ACTION ITEM. In the material below, some lines carry "Bill". Copy each such line.

RECORDED DATA.
+---+

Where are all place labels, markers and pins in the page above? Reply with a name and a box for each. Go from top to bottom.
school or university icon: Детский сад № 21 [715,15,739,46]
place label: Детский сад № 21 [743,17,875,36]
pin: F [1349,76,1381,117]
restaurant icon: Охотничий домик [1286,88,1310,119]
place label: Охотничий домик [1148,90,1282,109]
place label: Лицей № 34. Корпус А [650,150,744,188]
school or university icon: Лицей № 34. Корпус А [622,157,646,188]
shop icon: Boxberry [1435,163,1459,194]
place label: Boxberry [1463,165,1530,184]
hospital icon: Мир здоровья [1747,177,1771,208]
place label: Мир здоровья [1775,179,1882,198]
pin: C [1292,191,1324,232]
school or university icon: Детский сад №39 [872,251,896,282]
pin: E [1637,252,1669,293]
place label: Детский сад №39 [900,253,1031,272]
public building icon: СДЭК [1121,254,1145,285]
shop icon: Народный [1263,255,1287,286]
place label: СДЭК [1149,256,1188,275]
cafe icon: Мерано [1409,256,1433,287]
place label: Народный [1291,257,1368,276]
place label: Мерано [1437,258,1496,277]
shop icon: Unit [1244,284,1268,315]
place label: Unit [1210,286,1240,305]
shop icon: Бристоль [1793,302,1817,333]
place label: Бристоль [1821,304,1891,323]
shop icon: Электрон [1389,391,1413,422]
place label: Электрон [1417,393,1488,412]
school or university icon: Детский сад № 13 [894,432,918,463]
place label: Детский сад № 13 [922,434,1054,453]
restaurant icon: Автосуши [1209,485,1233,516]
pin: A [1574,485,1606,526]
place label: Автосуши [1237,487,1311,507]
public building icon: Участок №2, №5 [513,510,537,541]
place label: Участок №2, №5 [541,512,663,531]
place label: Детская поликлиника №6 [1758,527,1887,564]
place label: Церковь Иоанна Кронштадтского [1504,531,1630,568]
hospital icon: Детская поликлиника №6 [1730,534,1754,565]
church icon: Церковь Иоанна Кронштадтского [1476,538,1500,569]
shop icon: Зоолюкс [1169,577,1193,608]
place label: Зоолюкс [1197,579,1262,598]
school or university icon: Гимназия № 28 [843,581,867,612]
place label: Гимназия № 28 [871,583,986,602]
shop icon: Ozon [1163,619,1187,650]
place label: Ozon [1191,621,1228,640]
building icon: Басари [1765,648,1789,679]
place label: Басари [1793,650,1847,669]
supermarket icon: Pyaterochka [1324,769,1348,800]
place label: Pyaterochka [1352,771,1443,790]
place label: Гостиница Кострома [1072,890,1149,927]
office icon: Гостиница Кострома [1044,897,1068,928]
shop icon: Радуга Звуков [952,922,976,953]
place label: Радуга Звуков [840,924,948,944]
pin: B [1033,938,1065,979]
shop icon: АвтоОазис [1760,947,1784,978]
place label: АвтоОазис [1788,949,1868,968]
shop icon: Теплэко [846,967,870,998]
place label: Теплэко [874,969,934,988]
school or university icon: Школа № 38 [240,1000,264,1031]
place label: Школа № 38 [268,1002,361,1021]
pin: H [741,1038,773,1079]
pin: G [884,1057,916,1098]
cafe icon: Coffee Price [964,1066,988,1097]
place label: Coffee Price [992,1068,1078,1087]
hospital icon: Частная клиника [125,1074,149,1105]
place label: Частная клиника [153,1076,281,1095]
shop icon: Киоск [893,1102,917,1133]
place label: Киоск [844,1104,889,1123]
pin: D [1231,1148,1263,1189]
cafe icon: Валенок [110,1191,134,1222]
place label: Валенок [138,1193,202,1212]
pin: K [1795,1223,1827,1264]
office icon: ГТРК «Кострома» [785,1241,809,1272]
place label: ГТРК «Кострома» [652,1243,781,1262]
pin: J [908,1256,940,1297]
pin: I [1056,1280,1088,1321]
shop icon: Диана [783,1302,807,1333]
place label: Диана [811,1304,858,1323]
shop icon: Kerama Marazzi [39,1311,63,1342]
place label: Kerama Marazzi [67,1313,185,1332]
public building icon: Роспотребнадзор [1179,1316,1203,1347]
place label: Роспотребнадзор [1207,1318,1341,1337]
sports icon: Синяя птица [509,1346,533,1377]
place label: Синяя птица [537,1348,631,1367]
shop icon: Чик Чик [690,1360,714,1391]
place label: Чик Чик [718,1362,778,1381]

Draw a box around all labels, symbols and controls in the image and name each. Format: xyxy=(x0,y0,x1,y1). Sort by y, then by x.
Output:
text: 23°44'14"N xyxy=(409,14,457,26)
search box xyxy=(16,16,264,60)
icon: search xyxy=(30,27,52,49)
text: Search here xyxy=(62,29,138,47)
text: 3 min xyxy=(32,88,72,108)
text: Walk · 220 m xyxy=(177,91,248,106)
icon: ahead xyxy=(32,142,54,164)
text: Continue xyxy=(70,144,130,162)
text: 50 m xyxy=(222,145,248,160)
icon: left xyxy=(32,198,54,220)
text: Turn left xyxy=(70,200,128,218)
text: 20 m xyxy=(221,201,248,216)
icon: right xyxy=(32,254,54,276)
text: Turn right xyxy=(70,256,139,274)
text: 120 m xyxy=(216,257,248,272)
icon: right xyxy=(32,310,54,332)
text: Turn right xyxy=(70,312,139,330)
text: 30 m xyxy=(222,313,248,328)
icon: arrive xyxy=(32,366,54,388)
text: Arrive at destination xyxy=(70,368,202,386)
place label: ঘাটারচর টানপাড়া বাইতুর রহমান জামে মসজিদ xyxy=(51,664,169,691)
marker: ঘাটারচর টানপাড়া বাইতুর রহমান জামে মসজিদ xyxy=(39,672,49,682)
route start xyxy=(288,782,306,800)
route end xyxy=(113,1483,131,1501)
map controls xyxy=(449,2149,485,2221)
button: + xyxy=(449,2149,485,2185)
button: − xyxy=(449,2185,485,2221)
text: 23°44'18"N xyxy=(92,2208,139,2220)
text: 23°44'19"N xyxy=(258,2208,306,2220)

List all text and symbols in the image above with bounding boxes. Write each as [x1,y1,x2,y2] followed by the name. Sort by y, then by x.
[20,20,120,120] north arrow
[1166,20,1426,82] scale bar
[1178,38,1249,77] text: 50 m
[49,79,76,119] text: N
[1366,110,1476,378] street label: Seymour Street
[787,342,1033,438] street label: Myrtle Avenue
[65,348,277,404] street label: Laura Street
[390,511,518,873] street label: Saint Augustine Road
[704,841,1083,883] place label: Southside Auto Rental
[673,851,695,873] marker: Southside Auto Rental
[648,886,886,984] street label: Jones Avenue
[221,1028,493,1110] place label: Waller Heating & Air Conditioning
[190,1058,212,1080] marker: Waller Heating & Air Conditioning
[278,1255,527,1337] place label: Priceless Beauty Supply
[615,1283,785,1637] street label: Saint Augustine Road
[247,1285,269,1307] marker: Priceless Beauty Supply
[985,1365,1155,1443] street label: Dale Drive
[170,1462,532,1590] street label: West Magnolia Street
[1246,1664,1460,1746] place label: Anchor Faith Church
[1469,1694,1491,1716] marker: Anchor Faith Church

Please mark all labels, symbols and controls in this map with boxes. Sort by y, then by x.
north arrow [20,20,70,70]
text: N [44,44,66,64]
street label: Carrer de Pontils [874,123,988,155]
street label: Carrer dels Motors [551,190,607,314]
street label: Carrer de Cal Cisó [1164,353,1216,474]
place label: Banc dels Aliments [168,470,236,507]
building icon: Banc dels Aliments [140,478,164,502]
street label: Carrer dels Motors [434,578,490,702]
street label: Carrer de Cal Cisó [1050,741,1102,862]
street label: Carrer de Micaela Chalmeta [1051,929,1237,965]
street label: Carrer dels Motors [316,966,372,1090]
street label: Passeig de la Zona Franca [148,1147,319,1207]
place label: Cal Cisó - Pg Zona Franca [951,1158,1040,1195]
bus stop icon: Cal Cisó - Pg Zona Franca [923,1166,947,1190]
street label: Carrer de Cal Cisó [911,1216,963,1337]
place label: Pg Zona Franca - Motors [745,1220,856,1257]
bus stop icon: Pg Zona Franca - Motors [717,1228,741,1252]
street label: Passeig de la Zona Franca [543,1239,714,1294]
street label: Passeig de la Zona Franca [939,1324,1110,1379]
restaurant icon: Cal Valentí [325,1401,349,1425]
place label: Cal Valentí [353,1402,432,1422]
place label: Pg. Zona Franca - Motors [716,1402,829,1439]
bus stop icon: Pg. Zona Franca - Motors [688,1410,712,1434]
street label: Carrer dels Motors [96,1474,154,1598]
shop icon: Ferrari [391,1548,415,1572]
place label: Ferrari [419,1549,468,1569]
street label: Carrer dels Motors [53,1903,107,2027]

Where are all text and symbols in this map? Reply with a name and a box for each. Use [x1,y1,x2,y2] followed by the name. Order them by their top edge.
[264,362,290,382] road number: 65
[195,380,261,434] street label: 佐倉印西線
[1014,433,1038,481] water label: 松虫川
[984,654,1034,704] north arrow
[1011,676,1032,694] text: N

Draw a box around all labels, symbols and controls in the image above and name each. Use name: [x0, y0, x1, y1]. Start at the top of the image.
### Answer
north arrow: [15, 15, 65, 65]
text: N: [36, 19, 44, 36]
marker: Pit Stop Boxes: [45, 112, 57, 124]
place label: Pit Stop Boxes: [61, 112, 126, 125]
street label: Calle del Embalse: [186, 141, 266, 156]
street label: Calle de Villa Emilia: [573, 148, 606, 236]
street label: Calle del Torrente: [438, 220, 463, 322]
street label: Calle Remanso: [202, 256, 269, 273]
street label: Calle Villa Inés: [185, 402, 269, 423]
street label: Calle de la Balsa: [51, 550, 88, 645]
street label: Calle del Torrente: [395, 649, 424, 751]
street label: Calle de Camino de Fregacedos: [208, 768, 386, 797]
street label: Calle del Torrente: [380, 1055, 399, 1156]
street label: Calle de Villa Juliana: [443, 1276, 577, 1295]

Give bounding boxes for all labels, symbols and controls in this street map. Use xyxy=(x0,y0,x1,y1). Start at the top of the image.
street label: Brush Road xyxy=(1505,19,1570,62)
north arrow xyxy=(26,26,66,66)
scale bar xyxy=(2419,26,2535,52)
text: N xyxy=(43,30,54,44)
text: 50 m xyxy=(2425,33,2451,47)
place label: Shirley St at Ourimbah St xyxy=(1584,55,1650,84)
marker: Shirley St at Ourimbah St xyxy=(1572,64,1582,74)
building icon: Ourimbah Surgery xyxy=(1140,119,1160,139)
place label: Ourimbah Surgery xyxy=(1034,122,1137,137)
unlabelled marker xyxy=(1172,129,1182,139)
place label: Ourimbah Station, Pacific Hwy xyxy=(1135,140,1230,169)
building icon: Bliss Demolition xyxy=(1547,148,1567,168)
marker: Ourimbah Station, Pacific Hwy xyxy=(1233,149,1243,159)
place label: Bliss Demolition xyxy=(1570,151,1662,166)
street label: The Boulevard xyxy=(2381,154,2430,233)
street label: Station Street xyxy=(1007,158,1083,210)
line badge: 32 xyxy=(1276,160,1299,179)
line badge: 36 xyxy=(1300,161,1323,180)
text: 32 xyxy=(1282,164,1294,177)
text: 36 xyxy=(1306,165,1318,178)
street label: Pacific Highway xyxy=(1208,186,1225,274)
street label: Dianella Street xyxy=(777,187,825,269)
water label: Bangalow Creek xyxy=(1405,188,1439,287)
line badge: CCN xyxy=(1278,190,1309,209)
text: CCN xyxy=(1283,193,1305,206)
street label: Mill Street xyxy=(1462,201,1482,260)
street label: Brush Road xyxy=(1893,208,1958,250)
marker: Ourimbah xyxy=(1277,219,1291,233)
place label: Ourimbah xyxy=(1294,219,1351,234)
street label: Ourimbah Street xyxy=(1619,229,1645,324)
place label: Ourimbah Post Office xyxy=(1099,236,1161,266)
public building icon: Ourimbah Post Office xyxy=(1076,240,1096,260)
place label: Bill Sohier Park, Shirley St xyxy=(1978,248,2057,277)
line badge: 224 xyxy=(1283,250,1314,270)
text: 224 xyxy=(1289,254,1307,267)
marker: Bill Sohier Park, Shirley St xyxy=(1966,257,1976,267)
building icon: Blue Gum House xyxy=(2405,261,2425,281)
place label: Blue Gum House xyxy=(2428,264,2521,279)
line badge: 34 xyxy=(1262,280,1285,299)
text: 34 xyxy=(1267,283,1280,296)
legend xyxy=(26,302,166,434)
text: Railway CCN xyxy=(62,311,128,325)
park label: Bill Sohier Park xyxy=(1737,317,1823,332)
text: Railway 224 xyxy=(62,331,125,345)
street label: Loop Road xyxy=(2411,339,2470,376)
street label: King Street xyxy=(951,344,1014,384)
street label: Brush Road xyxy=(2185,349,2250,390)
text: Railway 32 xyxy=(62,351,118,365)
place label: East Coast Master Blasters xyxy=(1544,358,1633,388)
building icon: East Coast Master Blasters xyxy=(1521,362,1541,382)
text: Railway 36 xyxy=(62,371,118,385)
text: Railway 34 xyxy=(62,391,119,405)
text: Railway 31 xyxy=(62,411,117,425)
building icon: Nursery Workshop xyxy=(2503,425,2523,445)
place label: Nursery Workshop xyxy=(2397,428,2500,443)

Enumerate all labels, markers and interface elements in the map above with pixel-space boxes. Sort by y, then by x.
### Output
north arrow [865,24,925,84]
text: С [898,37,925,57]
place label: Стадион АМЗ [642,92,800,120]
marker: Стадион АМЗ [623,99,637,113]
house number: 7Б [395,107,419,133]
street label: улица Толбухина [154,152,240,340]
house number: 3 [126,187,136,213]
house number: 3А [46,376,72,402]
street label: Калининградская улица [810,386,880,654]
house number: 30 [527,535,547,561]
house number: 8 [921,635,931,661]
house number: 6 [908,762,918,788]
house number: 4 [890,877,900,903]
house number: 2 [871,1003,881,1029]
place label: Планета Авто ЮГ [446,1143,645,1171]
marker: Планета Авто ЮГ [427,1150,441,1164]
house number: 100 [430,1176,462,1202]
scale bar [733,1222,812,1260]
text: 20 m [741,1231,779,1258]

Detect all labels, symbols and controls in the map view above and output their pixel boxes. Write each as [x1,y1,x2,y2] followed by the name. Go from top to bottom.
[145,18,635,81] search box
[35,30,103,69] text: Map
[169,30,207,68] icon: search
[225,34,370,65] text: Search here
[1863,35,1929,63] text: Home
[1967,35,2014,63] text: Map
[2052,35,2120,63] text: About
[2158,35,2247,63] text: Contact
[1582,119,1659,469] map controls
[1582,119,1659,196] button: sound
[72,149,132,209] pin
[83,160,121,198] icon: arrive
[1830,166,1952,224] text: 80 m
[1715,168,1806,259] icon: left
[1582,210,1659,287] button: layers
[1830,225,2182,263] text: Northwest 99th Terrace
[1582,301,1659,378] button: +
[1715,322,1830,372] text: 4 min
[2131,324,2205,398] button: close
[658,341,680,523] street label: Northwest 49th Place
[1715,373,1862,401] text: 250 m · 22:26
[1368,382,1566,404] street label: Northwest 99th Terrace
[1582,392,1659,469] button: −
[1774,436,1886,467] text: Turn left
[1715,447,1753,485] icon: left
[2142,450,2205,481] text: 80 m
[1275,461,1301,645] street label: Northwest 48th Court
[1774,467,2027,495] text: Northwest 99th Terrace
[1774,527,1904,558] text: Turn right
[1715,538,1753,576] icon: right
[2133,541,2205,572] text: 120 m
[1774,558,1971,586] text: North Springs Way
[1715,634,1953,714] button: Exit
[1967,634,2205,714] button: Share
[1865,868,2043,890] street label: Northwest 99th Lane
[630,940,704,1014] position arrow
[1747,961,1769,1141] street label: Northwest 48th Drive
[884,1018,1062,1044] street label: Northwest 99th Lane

+---+

SOLUTION TO THE PROBLEM.
place label: Bill Sohier Park, Shirley St xyxy=(1978,248,2057,277)
marker: Bill Sohier Park, Shirley St xyxy=(1966,257,1976,267)
park label: Bill Sohier Park xyxy=(1737,317,1823,332)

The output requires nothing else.